Le neuvième circuit a ensuite examiné les deux éléments restants de l’exemption d’intérêt public. Premièrement, elle a conclu que si la poursuite de Mme Martinez était couronnée de succès, elle « ferait respecter un droit important touchant l’intérêt public » et qu’elle « conférerait également un avantage important » au grand public. Il a noté que la Californie « a depuis longtemps déclaré une politique de protection du droit des artistes et des autres individus à contrôler l’utilisation de leur personnalité ». Pendant des décennies, la Californie a autorisé des poursuites judiciaires concernant « l’utilisation non autorisée du nom d’une personne à des fins d’exploitation commerciale ». Le neuvième circuit a conclu : « Cette protection de longue date démontre que la Californie considère le droit de contrôler son nom et son image comme un droit important affectant l’intérêt public. »
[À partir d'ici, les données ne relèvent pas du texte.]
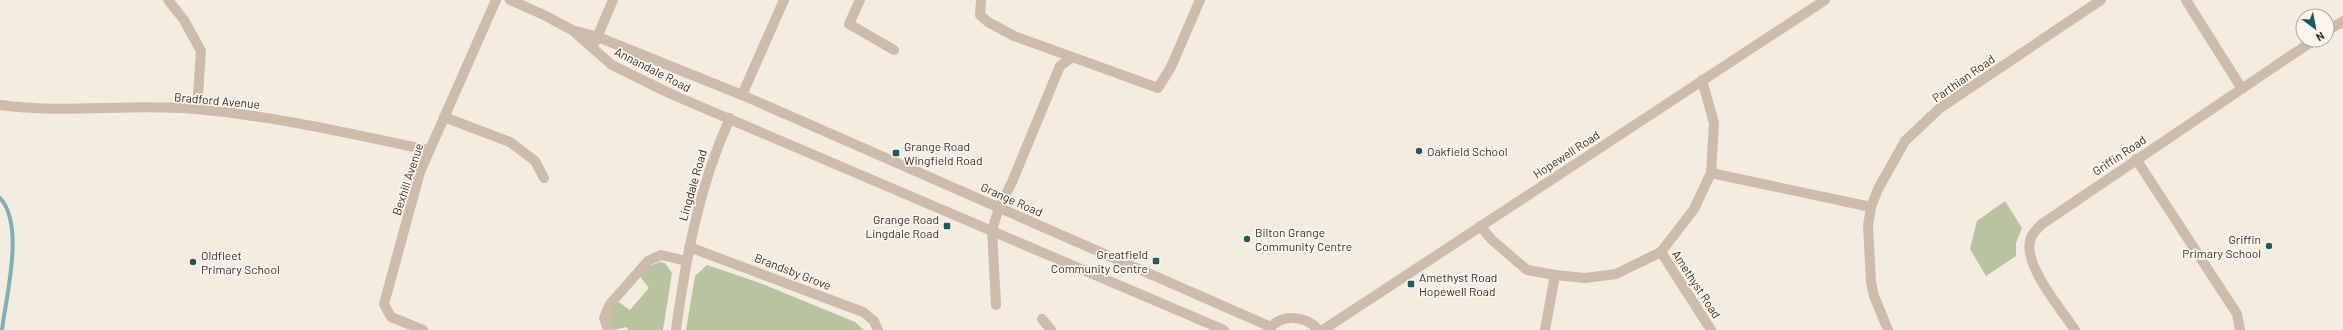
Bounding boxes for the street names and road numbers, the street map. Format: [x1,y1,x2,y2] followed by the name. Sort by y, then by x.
[613,44,693,94] street label: Annandale Road
[1929,51,1997,105] street label: Parthian Road
[173,89,261,111] street label: Bradford Avenue
[1530,127,1602,181] street label: Hopewell Road
[2090,132,2148,178] street label: Griffin Road
[389,141,425,217] street label: Bexhill Avenue
[675,148,709,222] street label: Lingdale Road
[979,179,1045,219] street label: Grange Road
[1670,247,1724,321] street label: Amethyst Road
[753,250,833,292] street label: Brandsby Grove

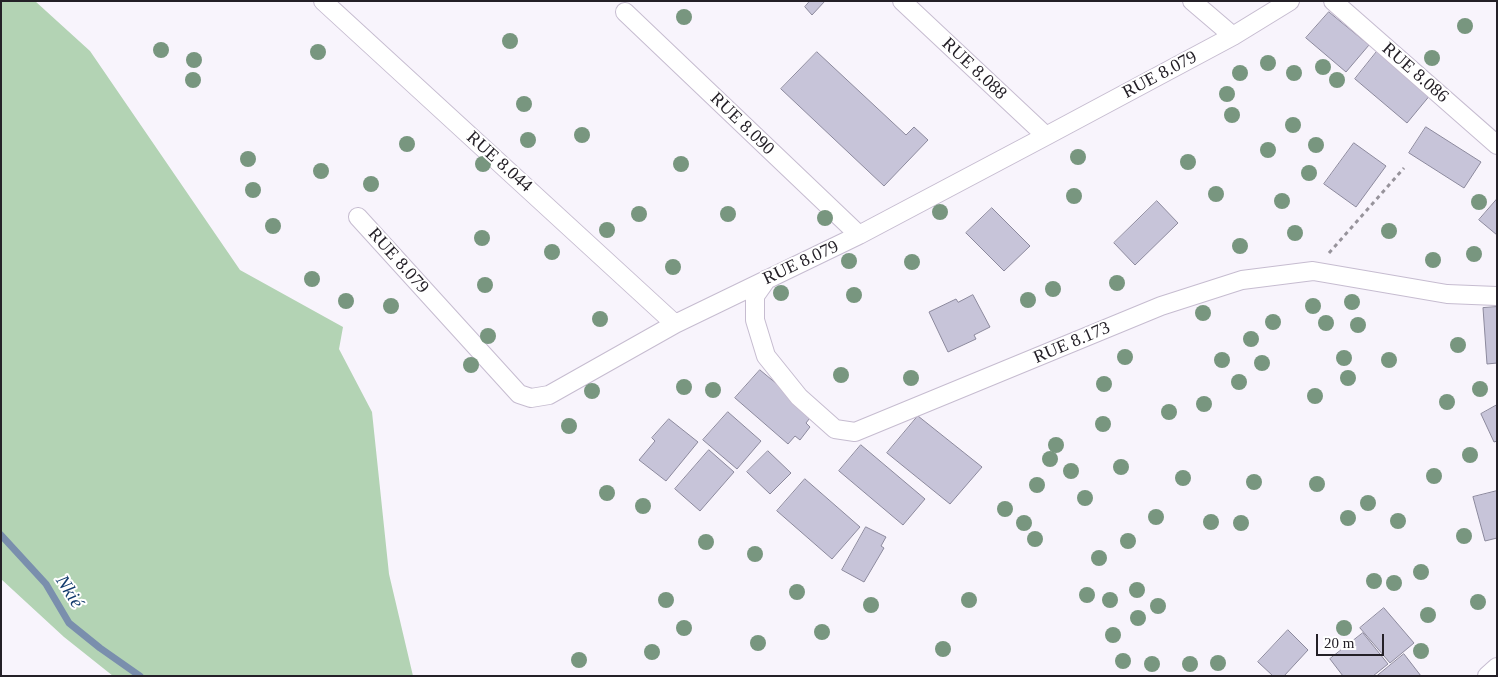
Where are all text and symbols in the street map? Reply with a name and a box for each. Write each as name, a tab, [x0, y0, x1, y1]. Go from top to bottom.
street label: RUE 8.088	[937, 33, 1011, 105]
street label: RUE 8.086	[1377, 38, 1453, 108]
street label: RUE 8.079	[1119, 46, 1201, 104]
street label: RUE 8.090	[705, 88, 779, 160]
street label: RUE 8.044	[462, 127, 536, 197]
street label: RUE 8.079	[363, 224, 433, 298]
street label: RUE 8.079	[760, 236, 842, 290]
street label: RUE 8.173	[1030, 317, 1114, 369]
water label: Nkié	[50, 571, 88, 613]
scale bar	[1318, 624, 1386, 656]
text: 20 m	[1324, 635, 1354, 651]

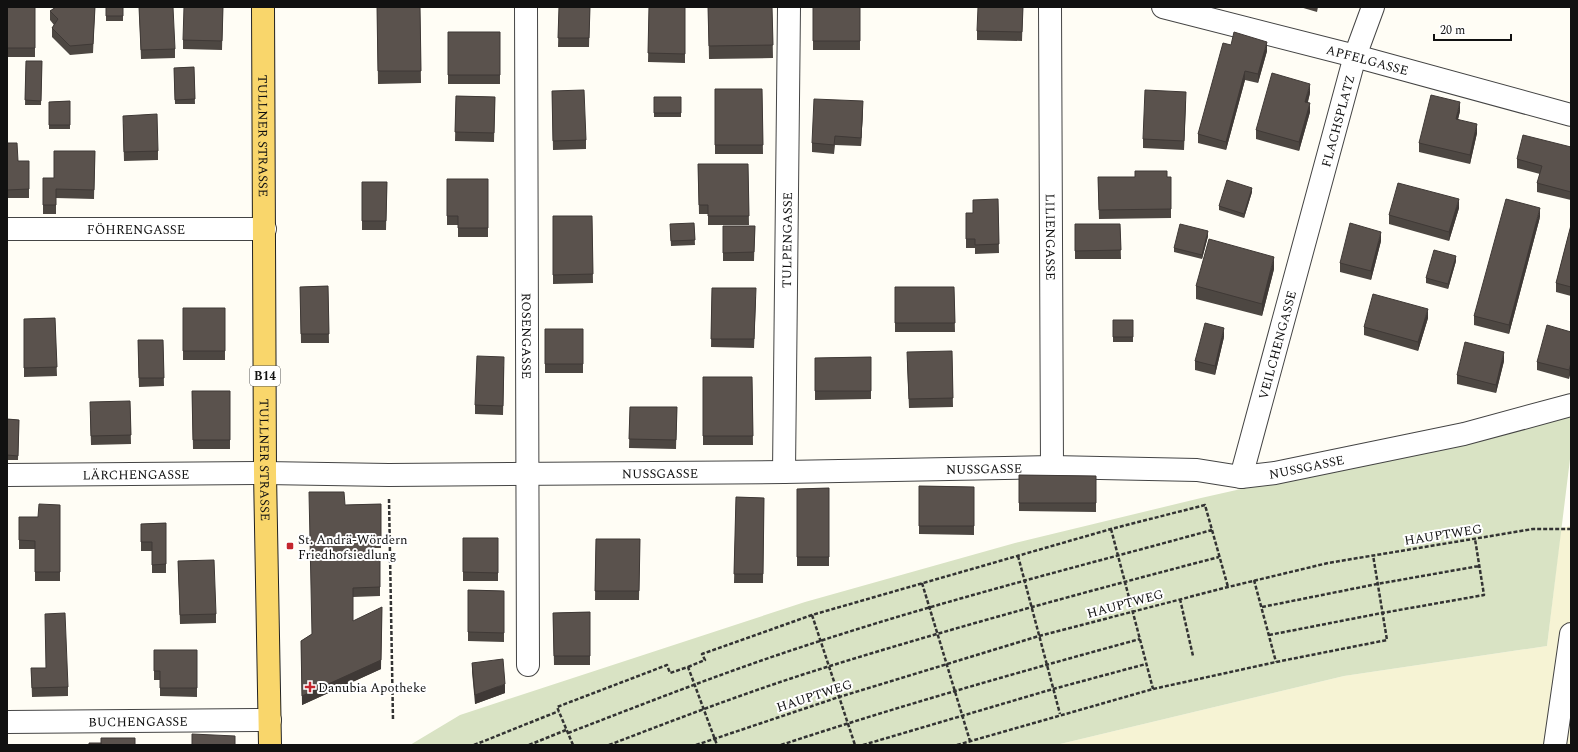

Enfin, en ce qui concerne le troisième élément, le neuvième circuit a conclu que l’exemption d’intérêt public devrait s’appliquer « parce que l’application privée est à la fois nécessaire et disproportionnée ». Le Neuvième Circuit a estimé que «[a]En tant que non-célébrité qui pourrait avoir du mal à démontrer la valeur économique de son nom ou de son image, Martinez pourrait très bien récupérer uniquement les dommages-intérêts minimaux légaux », qui malheureusement « ne couvriraient même pas les frais de justice de cette action ». D’un autre côté, en autorisant le recours collectif, son « rétablissement personnel serait éclipsé par le rétablissement total de la classe putative, qui, selon elle, pourrait se chiffrer en millions ». Ainsi, le neuvième circuit a conclu que l’exemption d’intérêt public devait s’appliquer, ce qui a fourni une base adéquate pour le rejet de la requête anti-SLAPP de ZoomInfo, même si le tribunal de district ne l’a pas analysée sous ce volet.
Deux des trois juges de l’opinion de Martinez ont déposé des opinions concordantes mais ont remis en question « l’opportunité de [the] le tribunal examine en appel interlocutoire les refus des requêtes en grève anti-SLAPP. Essentiellement, il existe un principe général dans certaines poursuites devant un tribunal fédéral selon lequel le tribunal appliquera les lois de fond d’un État mais pas ses lois procédurales. Les deux juges se demandaient si la loi californienne autorisant un appel immédiat du refus d’une motion anti-SLAPP était de nature plus procédurale et, par conséquent, pouvait être ignorée par le système judiciaire fédéral. Les deux juges ont noté que la position du neuvième circuit sur cette question les plaçait dans la minorité des autres circuits qui avaient examiné des questions similaires. Essentiellement, les juges disaient que même s’ils étaient d’accord avec le rejet de la motion de grève anti-SLAPP de ZoomInfo, ils pensaient qu’il était prématuré pour le neuvième circuit d’examiner l’appel avant que le procès n’ait suivi son cours.
L’affaire Martinez est un avertissement aux entreprises qui utilisent des exemples de photos ou de profils de personnes sans leur consentement pour commercialiser leurs services, qu’elles risquent d’être exposées juridiquement. Si elles sont poursuivies, il est peu probable que ces entreprises profitent des lois anti-SLAPP de Californie (et probablement d’autres États) pour demander le rejet anticipé de telles poursuites.